● Exercise aim
Below are records that hold pictures; write out only the lines from their start through the line with "filter:drop-shadow(0 0 1px", exactly, and drop the pictures.

Saved entries:
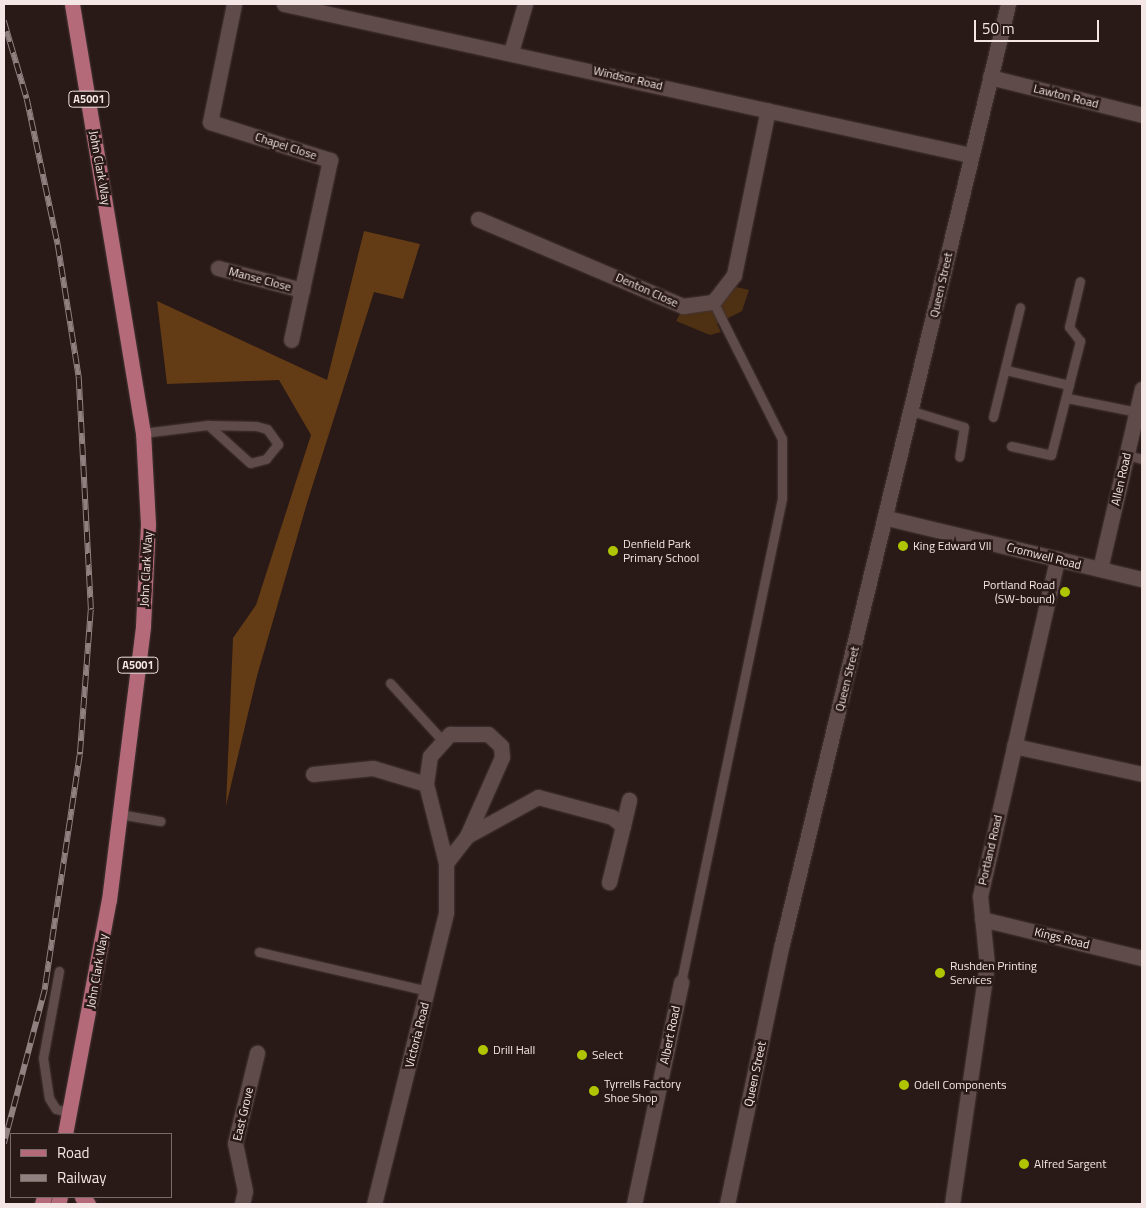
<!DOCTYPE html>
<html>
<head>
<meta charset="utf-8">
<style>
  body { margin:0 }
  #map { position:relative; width:1146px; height:1208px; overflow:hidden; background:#291917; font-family:"Titillium Web",sans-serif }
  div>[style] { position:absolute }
  .green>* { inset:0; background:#4e3013 }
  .forest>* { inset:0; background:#633b14 }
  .roads { filter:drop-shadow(0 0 1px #433636) drop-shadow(0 0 1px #433636) }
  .lane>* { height:9px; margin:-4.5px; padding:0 4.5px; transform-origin:4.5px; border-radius:4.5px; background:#5f4b49 }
  .street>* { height:15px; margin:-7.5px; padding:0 7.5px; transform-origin:7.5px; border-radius:7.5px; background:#5f4b49 }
  .primary>* { height:15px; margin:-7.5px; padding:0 7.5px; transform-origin:7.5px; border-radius:7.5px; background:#b56a79 }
  .rail>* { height:5.5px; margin-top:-2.75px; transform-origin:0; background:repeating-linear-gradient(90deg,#291917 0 11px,#908180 0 22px); box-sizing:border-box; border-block:1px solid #908180 }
  .dots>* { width:14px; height:14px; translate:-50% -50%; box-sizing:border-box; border:2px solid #291917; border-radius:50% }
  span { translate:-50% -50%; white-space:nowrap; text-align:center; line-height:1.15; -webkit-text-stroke:5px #291917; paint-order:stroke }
  .shield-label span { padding:1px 4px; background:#291917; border:1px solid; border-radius:4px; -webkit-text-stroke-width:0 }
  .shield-label { font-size:11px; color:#f3e6e5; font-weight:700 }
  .street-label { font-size:12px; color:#f3e6e5 }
  .poi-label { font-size:12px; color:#f3e6e5 }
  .left { translate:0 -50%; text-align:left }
  .right { translate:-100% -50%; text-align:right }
  .frame { position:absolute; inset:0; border:5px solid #f3e6e5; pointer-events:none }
  .legend { position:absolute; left:10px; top:1133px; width:162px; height:65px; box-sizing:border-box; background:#291917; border:1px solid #7a6b69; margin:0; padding:6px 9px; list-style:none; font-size:15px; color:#f3e6e5 }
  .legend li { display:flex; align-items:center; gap:10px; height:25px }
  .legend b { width:25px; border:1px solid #7a6b69 }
  .scale { position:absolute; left:974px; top:20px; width:125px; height:22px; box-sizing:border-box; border:2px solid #f3e6e5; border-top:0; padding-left:6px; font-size:15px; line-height:18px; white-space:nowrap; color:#f3e6e5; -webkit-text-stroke:4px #291917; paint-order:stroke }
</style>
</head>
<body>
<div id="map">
  <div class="green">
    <i style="clip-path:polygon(736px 287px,749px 290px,742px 311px,717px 324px,721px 332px,710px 335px,676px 321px,682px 310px,721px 305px)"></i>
  </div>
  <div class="forest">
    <i style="clip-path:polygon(364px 231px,420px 244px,403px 299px,374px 292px,307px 503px,257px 676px,226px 806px,233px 638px,256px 605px,311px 435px,279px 380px,167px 384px,157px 301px,327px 380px)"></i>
  </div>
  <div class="roads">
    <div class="lane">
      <i style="left:1006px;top:370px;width:65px;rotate:13.4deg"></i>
      <i style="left:1067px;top:398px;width:71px;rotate:11.3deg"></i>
      <i style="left:912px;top:411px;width:54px;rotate:17.1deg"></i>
      <i style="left:964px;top:427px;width:30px;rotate:99deg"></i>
      <i style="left:993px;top:417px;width:113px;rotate:-76.2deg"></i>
      <i style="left:143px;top:433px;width:65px;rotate:-7deg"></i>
      <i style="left:208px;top:425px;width:48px;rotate:1.2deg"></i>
      <i style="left:256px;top:426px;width:11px;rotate:15deg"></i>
      <i style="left:267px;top:429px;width:19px;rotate:54deg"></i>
      <i style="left:278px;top:444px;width:19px;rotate:129deg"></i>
      <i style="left:266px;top:459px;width:16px;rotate:166deg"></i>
      <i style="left:250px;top:463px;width:57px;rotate:-137.9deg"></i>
      <i style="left:1011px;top:446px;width:41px;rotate:12.7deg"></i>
      <i style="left:1051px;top:455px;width:118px;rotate:-75.7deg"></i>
      <i style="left:1080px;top:341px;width:18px;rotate:-128deg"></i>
      <i style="left:1069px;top:327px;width:47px;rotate:-76.6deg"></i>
      <i style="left:1127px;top:455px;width:16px;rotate:15deg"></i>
      <i style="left:390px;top:683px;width:77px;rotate:47.6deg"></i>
      <i style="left:119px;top:814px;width:42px;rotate:9.7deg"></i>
      <i style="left:259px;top:952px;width:173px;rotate:13deg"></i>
      <i style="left:59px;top:971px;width:88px;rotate:100.4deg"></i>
      <i style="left:43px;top:1058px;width:40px;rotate:81.5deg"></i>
      <i style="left:49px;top:1098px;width:13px;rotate:58deg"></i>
      <i style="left:56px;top:1109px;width:12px;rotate:14deg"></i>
      <i style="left:681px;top:982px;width:494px;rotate:-78.2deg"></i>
      <i style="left:782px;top:498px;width:59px;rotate:-90deg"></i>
      <i style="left:782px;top:439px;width:153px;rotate:-116.7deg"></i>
    </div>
    <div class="street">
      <i style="left:234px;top:4px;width:120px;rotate:101.5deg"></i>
      <i style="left:210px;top:122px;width:126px;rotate:17.6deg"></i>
      <i style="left:330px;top:160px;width:184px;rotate:102.2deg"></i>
      <i style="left:284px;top:4px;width:702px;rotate:12.41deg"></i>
      <i style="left:511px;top:52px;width:50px;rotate:-73.7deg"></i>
      <i style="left:990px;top:77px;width:157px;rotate:14deg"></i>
      <i style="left:478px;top:219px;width:223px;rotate:23deg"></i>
      <i style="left:683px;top:306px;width:30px;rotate:-8deg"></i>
      <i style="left:713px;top:302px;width:34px;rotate:-52deg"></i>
      <i style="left:734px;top:275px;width:168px;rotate:-78.4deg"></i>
      <i style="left:218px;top:268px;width:87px;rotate:14.7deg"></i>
      <i style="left:887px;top:518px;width:262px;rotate:13.5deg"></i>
      <i style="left:1100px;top:569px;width:185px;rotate:-76.9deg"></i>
      <i style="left:1014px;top:746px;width:131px;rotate:12.3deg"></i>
      <i style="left:313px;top:774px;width:60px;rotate:-5.7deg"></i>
      <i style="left:373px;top:768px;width:55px;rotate:16.8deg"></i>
      <i style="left:623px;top:826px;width:27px;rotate:-77deg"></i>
      <i style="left:467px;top:836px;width:81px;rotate:-28.8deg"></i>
      <i style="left:538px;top:797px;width:77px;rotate:15.1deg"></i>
      <i style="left:612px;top:817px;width:14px;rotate:39deg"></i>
      <i style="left:623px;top:826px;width:58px;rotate:104deg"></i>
      <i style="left:982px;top:919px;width:165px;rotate:13.7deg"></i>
      <i style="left:242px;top:1204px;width:13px;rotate:-77deg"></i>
      <i style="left:245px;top:1191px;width:49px;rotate:-101.8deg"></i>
      <i style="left:235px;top:1143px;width:93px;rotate:-76.3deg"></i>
      <i style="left:374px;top:1204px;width:301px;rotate:-76.1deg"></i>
      <i style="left:446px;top:912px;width:49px;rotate:-90deg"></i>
      <i style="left:446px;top:863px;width:81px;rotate:-104.2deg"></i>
      <i style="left:426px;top:784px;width:28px;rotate:-82deg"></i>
      <i style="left:430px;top:756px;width:30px;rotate:-48deg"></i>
      <i style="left:450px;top:734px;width:38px"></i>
      <i style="left:488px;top:734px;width:18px;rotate:43deg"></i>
      <i style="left:501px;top:746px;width:11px;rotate:85deg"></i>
      <i style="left:502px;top:757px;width:86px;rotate:113.9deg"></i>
      <i style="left:467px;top:836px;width:34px;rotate:128deg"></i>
      <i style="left:634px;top:1204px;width:227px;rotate:-78deg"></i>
      <i style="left:727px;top:1204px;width:266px;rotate:-78.1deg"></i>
      <i style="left:782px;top:944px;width:967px;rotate:-76.48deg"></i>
      <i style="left:952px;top:1204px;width:242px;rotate:-81.7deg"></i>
      <i style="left:987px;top:965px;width:69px;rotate:-95.8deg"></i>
      <i style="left:980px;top:896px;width:346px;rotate:-77.1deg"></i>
    </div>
    <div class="primary">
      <i style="left:65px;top:1134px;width:238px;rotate:-79.4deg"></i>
      <i style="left:109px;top:900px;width:276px;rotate:-82.9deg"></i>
      <i style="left:143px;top:626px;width:102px;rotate:-87.2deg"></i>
      <i style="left:148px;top:524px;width:91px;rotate:-93.1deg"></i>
      <i style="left:143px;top:433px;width:435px;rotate:-99.4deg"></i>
      <i style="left:82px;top:1197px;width:9px;rotate:49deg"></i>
      <i style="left:42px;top:1204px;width:7px;rotate:-74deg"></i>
      <i style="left:58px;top:1204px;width:7px;rotate:-74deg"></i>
    </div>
  </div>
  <div class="rail">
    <i style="left:4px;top:21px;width:81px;rotate:73.6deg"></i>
    <i style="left:27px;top:99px;width:149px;rotate:78deg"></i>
    <i style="left:58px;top:245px;width:135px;rotate:81deg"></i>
    <i style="left:79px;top:378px;width:232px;rotate:87deg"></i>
    <i style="left:91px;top:610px;width:145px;rotate:94.3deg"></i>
    <i style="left:80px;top:755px;width:238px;rotate:98.5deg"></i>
    <i style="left:45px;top:990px;width:159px;rotate:104.9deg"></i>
  </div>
  <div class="dots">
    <i style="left:903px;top:546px;background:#b0c501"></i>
    <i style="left:613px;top:551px;background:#b0c501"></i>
    <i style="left:1065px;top:592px;background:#b0c501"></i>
    <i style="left:940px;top:973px;background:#b0c501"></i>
    <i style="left:483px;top:1050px;background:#b0c501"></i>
    <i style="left:582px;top:1055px;background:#b0c501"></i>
    <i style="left:904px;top:1085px;background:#b0c501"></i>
    <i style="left:594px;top:1091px;background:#b0c501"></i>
    <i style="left:1024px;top:1164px;background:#b0c501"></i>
  </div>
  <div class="shield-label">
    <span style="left:89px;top:99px">A5001</span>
    <span style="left:138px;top:665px">A5001</span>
  </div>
  <div class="street-label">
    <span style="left:628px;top:78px;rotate:13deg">Windsor Road</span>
    <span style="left:1066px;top:96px;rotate:14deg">Lawton Road</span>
    <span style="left:286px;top:146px;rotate:18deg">Chapel Close</span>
    <span style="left:100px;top:168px;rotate:80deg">John Clark Way</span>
    <span style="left:260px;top:279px;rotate:15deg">Manse Close</span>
    <span style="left:941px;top:285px;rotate:-77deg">Queen Street</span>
    <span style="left:647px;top:290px;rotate:24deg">Denton Close</span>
    <span style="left:1121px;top:479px;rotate:-77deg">Allen Road</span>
    <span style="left:1044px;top:556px;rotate:14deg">Cromwell Road</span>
    <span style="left:146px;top:569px;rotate:-87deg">John Clark Way</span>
    <span style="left:847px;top:679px;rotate:-76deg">Queen Street</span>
    <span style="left:990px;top:850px;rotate:-77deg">Portland Road</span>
    <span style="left:1062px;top:938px;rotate:14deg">Kings Road</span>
    <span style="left:97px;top:971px;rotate:-80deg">John Clark Way</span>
    <span style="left:417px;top:1035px;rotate:-76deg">Victoria Road</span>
    <span style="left:670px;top:1035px;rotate:-78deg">Albert Road</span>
    <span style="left:755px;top:1074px;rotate:-78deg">Queen Street</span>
    <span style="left:243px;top:1114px;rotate:-77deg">East Grove</span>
  </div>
  <div class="poi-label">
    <span class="left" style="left:623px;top:551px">Denfield Park<br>Primary School</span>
    <span class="left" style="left:913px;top:546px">King Edward VII</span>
    <span class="right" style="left:1055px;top:592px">Portland Road<br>(SW-bound)</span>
    <span class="left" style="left:950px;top:973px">Rushden Printing<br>Services</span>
    <span class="left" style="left:493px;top:1050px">Drill Hall</span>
    <span class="left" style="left:592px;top:1055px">Select</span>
    <span class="left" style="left:604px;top:1091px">Tyrrells Factory<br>Shoe Shop</span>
    <span class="left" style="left:914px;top:1085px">Odell Components</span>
    <span class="left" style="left:1034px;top:1164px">Alfred Sargent</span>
  </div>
  <div class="frame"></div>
  <ul class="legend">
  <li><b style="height:6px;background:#b56a79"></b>Road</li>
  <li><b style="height:6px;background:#908180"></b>Railway</li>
  </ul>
  <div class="scale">50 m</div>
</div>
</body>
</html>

● Result for this task
<!DOCTYPE html>
<html>
<head>
<meta charset="utf-8">
<style>
  body { margin:0 }
  #map { position:relative; width:1146px; height:1208px; overflow:hidden; background:#291917; font-family:"Titillium Web",sans-serif }
  div>[style] { position:absolute }
  .green>* { inset:0; background:#4e3013 }
  .forest>* { inset:0; background:#633b14 }
  .roads { filter:drop-shadow(0 0 1px #433636) drop-shadow(0 0 1px #433636) }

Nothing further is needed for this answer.